Collected data entries
•••
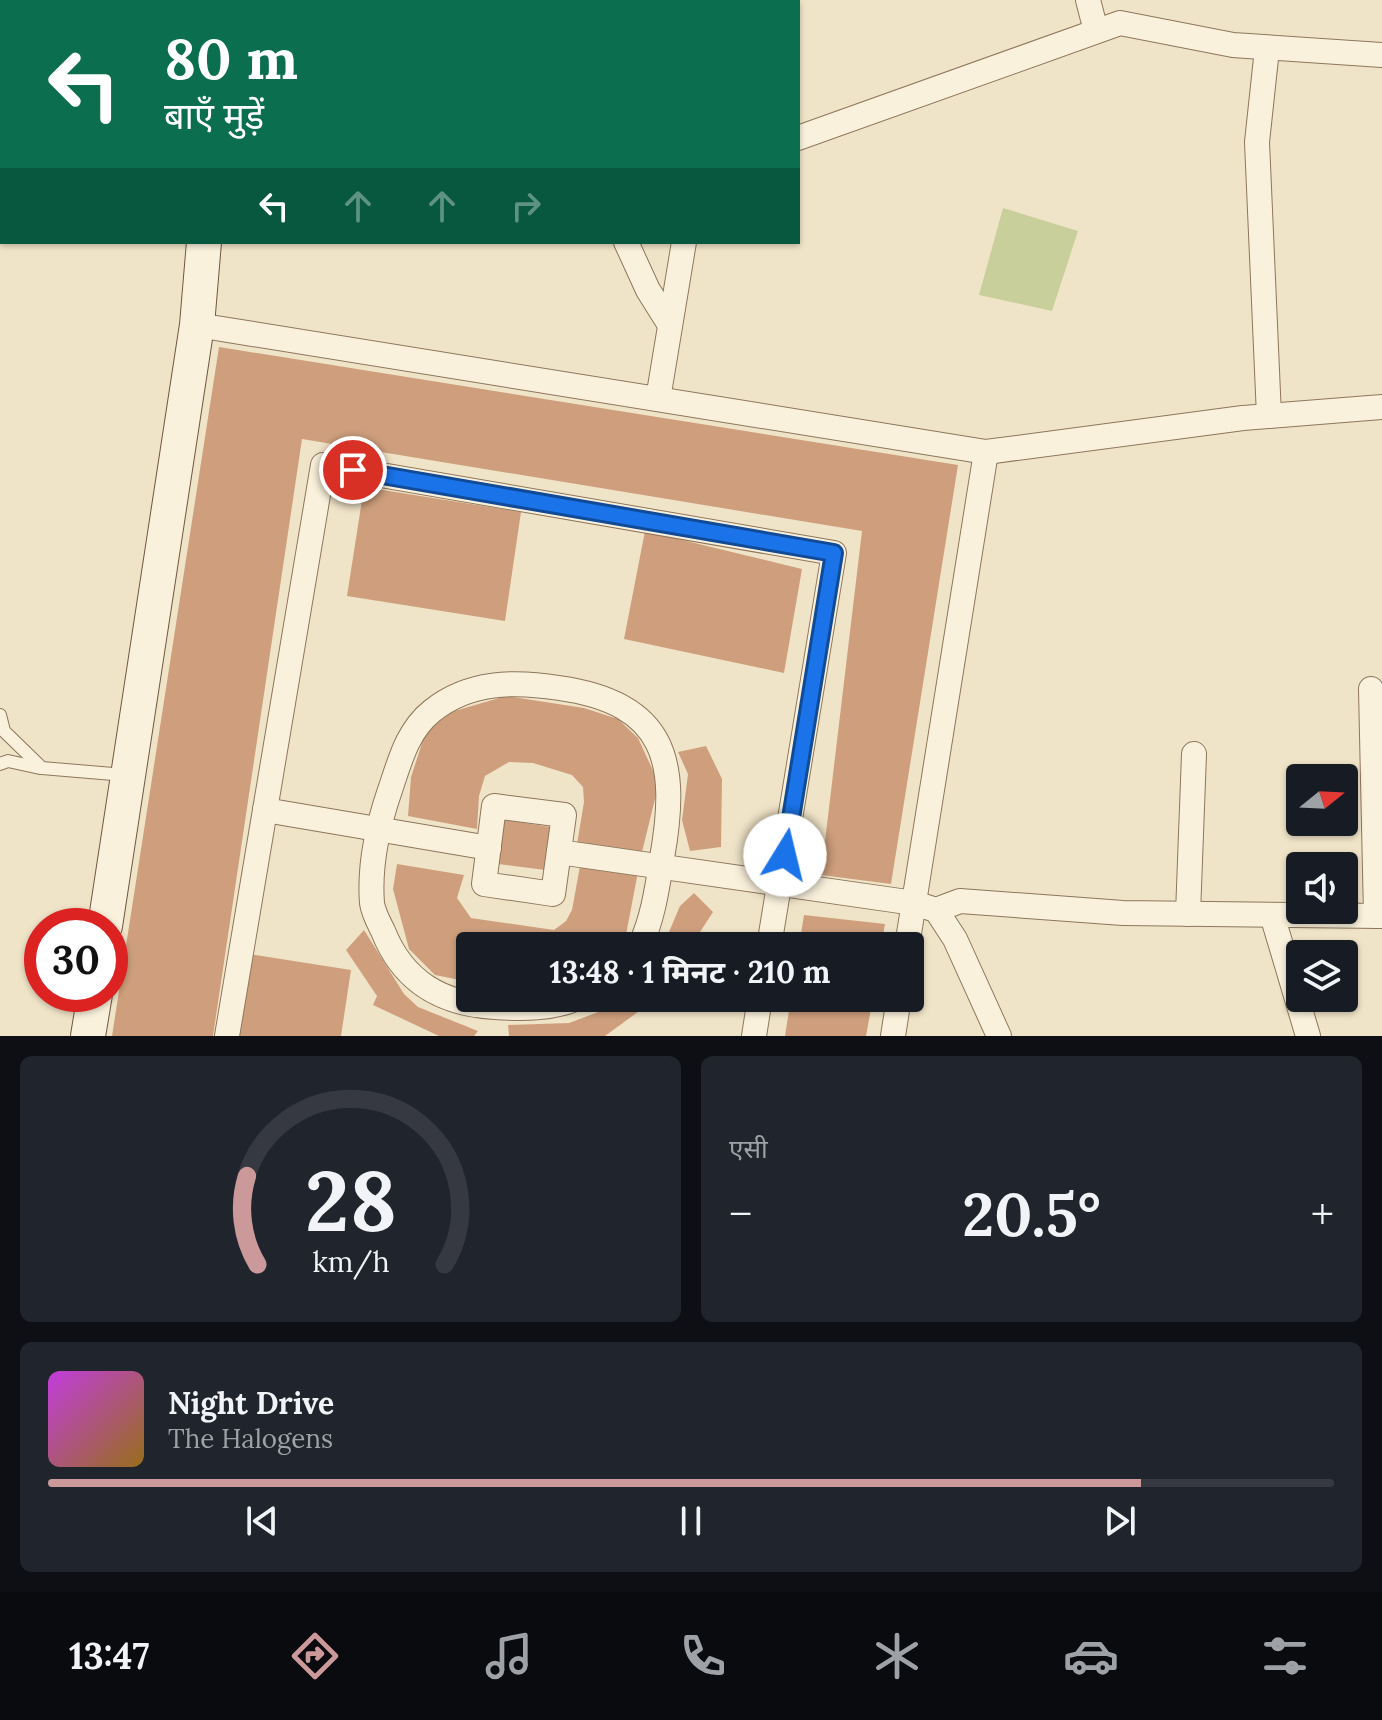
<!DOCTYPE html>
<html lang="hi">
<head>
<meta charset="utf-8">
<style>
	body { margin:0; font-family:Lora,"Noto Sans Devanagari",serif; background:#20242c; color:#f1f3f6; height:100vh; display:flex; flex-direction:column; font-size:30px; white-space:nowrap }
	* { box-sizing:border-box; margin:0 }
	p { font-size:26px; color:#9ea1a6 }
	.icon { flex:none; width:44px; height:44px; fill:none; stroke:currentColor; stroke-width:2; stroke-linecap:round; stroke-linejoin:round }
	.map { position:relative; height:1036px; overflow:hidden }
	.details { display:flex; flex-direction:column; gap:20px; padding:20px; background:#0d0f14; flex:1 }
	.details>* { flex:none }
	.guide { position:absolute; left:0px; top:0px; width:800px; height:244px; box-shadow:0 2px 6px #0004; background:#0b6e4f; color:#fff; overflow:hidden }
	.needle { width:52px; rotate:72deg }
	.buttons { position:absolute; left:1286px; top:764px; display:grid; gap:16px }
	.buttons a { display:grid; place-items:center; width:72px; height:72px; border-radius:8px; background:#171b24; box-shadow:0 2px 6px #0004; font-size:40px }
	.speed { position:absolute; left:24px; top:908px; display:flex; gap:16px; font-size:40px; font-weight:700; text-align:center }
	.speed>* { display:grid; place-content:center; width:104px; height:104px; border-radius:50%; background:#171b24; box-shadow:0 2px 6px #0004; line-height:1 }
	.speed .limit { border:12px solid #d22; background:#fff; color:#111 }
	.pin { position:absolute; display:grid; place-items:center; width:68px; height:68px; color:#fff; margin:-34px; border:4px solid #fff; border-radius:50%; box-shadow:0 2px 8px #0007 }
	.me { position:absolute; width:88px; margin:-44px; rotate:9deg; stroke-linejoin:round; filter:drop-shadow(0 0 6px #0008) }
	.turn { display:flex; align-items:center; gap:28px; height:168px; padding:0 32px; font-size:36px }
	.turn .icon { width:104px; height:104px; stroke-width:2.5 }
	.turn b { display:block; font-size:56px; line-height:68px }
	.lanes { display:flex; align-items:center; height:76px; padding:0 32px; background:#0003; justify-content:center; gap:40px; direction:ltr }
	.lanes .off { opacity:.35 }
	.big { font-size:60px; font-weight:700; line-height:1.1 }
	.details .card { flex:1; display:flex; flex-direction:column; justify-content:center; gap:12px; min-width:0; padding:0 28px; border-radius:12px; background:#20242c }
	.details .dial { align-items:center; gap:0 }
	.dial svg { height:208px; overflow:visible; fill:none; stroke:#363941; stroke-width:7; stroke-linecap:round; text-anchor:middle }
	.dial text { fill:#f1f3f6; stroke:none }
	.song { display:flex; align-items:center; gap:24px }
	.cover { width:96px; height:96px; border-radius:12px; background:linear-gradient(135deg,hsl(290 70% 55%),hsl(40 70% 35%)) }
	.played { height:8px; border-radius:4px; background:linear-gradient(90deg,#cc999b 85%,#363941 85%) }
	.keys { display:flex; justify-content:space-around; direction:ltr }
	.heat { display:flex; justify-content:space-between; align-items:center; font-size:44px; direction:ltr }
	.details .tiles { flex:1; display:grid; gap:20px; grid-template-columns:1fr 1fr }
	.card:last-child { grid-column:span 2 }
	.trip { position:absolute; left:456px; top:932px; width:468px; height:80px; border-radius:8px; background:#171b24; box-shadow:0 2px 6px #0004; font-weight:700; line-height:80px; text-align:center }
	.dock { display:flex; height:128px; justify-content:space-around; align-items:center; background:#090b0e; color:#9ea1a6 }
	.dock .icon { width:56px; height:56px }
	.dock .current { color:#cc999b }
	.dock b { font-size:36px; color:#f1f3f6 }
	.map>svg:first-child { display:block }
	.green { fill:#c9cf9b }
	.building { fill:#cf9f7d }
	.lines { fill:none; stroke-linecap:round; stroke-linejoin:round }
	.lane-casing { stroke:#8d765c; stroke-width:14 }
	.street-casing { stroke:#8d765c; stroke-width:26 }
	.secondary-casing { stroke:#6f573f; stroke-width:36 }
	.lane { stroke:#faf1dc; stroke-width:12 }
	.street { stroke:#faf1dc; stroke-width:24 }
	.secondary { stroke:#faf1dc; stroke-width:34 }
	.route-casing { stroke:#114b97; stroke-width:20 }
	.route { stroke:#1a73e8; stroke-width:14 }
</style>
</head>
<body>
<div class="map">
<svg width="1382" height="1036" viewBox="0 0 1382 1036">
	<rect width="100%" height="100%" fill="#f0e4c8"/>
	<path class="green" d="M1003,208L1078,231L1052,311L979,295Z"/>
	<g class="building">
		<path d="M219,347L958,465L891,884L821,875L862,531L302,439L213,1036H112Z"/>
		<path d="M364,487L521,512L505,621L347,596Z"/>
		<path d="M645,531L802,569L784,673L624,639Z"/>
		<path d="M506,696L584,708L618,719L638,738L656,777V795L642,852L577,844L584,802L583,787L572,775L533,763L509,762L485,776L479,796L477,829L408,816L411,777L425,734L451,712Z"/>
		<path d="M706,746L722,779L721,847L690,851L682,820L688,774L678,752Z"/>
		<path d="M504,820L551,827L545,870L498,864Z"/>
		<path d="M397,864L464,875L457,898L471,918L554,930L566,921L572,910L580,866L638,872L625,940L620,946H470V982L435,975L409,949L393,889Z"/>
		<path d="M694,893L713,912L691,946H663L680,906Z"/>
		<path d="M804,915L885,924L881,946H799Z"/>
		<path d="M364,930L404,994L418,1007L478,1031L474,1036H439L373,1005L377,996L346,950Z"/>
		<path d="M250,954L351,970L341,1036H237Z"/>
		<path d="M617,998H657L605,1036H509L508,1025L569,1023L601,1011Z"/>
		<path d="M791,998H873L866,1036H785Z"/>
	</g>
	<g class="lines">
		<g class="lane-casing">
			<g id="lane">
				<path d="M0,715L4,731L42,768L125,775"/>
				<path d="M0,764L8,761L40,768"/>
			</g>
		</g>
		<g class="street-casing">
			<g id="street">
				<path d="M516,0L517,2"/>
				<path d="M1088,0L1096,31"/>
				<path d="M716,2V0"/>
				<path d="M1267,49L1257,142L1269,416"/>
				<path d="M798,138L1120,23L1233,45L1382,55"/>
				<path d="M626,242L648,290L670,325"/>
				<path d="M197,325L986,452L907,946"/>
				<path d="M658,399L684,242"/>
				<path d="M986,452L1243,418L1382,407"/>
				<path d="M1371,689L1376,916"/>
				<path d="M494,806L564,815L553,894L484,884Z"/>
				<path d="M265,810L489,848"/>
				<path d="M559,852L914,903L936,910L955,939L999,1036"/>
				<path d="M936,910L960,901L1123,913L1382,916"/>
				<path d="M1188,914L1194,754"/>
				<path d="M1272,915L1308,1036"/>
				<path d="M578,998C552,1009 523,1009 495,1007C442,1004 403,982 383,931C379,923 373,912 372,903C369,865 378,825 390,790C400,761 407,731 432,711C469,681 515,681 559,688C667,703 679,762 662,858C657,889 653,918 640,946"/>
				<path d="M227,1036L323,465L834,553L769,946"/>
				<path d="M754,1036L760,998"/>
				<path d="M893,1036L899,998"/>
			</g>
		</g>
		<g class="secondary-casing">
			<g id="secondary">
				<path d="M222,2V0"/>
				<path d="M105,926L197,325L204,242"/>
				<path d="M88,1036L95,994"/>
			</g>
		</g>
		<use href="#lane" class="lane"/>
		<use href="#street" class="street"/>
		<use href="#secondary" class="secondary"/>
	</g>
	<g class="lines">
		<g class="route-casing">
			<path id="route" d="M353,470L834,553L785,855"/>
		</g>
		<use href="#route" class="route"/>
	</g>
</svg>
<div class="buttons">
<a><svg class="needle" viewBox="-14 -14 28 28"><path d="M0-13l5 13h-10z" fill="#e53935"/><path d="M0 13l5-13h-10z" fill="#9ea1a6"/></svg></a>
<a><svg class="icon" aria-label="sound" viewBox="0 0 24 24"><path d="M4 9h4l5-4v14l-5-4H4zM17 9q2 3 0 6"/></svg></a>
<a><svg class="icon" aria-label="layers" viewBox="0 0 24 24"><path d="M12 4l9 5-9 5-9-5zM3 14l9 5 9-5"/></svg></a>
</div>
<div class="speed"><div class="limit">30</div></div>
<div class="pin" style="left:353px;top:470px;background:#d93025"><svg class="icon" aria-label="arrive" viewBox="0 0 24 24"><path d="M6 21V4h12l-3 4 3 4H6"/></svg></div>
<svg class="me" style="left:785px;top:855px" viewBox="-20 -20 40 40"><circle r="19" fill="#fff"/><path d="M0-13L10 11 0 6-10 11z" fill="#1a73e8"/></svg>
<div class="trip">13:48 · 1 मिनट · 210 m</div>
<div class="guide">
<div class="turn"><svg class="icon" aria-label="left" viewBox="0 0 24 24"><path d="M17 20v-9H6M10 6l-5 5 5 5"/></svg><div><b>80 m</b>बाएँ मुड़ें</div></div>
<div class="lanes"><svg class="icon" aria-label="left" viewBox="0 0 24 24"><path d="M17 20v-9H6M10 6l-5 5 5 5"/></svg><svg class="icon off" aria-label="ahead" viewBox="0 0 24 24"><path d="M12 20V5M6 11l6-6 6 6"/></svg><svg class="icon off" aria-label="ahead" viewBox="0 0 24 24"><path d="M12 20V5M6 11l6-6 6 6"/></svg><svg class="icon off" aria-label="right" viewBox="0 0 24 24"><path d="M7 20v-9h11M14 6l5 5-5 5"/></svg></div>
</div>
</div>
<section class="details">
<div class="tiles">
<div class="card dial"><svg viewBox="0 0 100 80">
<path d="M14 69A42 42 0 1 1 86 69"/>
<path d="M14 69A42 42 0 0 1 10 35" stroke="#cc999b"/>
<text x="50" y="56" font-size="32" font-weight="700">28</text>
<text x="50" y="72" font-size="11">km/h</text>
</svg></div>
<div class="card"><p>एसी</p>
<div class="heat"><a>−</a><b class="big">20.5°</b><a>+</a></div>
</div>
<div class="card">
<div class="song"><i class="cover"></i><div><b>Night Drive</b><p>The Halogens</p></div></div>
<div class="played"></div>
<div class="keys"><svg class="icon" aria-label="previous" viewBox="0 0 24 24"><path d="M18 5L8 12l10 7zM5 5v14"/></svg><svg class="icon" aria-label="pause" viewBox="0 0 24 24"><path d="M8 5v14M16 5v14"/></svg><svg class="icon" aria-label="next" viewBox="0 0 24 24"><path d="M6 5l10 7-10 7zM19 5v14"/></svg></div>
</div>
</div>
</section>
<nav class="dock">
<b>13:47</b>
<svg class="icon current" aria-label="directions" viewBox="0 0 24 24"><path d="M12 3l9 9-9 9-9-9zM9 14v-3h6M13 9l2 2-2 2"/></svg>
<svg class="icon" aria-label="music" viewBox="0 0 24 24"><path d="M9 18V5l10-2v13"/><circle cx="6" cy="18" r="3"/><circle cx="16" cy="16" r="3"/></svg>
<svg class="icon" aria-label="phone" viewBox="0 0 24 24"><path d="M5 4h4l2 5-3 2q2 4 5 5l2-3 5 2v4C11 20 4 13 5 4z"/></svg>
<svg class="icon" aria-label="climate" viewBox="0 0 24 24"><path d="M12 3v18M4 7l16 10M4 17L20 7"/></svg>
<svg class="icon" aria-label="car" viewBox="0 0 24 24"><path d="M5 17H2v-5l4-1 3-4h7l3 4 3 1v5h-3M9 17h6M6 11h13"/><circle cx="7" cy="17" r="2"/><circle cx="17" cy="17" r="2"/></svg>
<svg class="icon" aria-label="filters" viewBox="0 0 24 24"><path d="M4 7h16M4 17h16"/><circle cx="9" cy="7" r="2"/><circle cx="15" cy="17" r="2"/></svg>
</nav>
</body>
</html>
•••
• TASK GOAL: Only exact lines belong in the answer: those from the beginning of the entries above through the line holding "font-size:60px; font-weight:700; line-height:1.1", with no pictures.

• EXERCISE SOLUTION:
<!DOCTYPE html>
<html lang="hi">
<head>
<meta charset="utf-8">
<style>
	body { margin:0; font-family:Lora,"Noto Sans Devanagari",serif; background:#20242c; color:#f1f3f6; height:100vh; display:flex; flex-direction:column; font-size:30px; white-space:nowrap }
	* { box-sizing:border-box; margin:0 }
	p { font-size:26px; color:#9ea1a6 }
	.icon { flex:none; width:44px; height:44px; fill:none; stroke:currentColor; stroke-width:2; stroke-linecap:round; stroke-linejoin:round }
	.map { position:relative; height:1036px; overflow:hidden }
	.details { display:flex; flex-direction:column; gap:20px; padding:20px; background:#0d0f14; flex:1 }
	.details>* { flex:none }
	.guide { position:absolute; left:0px; top:0px; width:800px; height:244px; box-shadow:0 2px 6px #0004; background:#0b6e4f; color:#fff; overflow:hidden }
	.needle { width:52px; rotate:72deg }
	.buttons { position:absolute; left:1286px; top:764px; display:grid; gap:16px }
	.buttons a { display:grid; place-items:center; width:72px; height:72px; border-radius:8px; background:#171b24; box-shadow:0 2px 6px #0004; font-size:40px }
	.speed { position:absolute; left:24px; top:908px; display:flex; gap:16px; font-size:40px; font-weight:700; text-align:center }
	.speed>* { display:grid; place-content:center; width:104px; height:104px; border-radius:50%; background:#171b24; box-shadow:0 2px 6px #0004; line-height:1 }
	.speed .limit { border:12px solid #d22; background:#fff; color:#111 }
	.pin { position:absolute; display:grid; place-items:center; width:68px; height:68px; color:#fff; margin:-34px; border:4px solid #fff; border-radius:50%; box-shadow:0 2px 8px #0007 }
	.me { position:absolute; width:88px; margin:-44px; rotate:9deg; stroke-linejoin:round; filter:drop-shadow(0 0 6px #0008) }
	.turn { display:flex; align-items:center; gap:28px; height:168px; padding:0 32px; font-size:36px }
	.turn .icon { width:104px; height:104px; stroke-width:2.5 }
	.turn b { display:block; font-size:56px; line-height:68px }
	.lanes { display:flex; align-items:center; height:76px; padding:0 32px; background:#0003; justify-content:center; gap:40px; direction:ltr }
	.lanes .off { opacity:.35 }
	.big { font-size:60px; font-weight:700; line-height:1.1 }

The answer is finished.